Le ho raccontato quanto mi è capitato per poter dare due spunti al suo lettore, contribuendo, seppur minimamente, a dipanare il giusto dilemma che sta vivendo.

1) Il lettore proponga al suo parroco di formare due file e si offra volontario a occuparsi di quella che distribuisce la Comunione in bocca; non si scoraggi se le prime volte si accosteranno in pochi. È normale.

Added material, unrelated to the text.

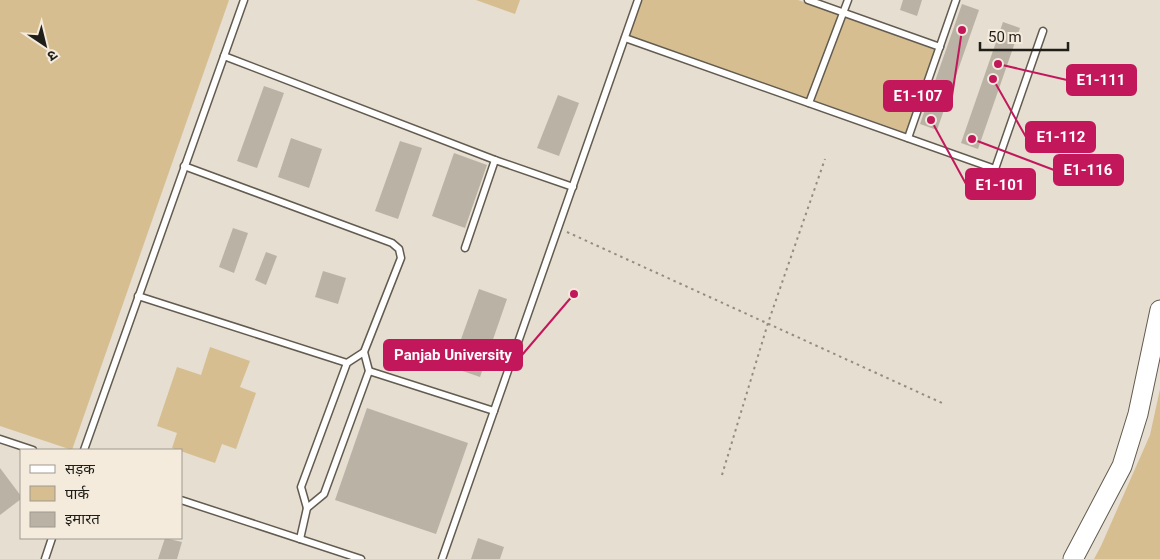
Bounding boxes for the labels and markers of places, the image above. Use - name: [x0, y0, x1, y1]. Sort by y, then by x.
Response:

I frutti non tarderanno ad arrivare e la sua perseveranza sarà ripagata.

2) Non perda la speranza di trovare una parrocchia dove il celebrante dà la Comunione in bocca. Alcuni parroci non lo pubblicizzano per non incappare in ritorsioni (questi sono i tempi che stiamo vivendo), ma non dobbiamo demoralizzarci: nostro Signore farà incontrare sicuramente il sacerdote giusto al momento giusto.

Infine, rispetto al comunicato della diocesi, ai suoi interlocutori il lettore ricordi Matteo 5,37: “Sia invece il vostro parlare: sì, sì, no, no; il più viene dal maligno”. Le ambiguità sul sacramento più importante per un credente sono veramente inaccettabili.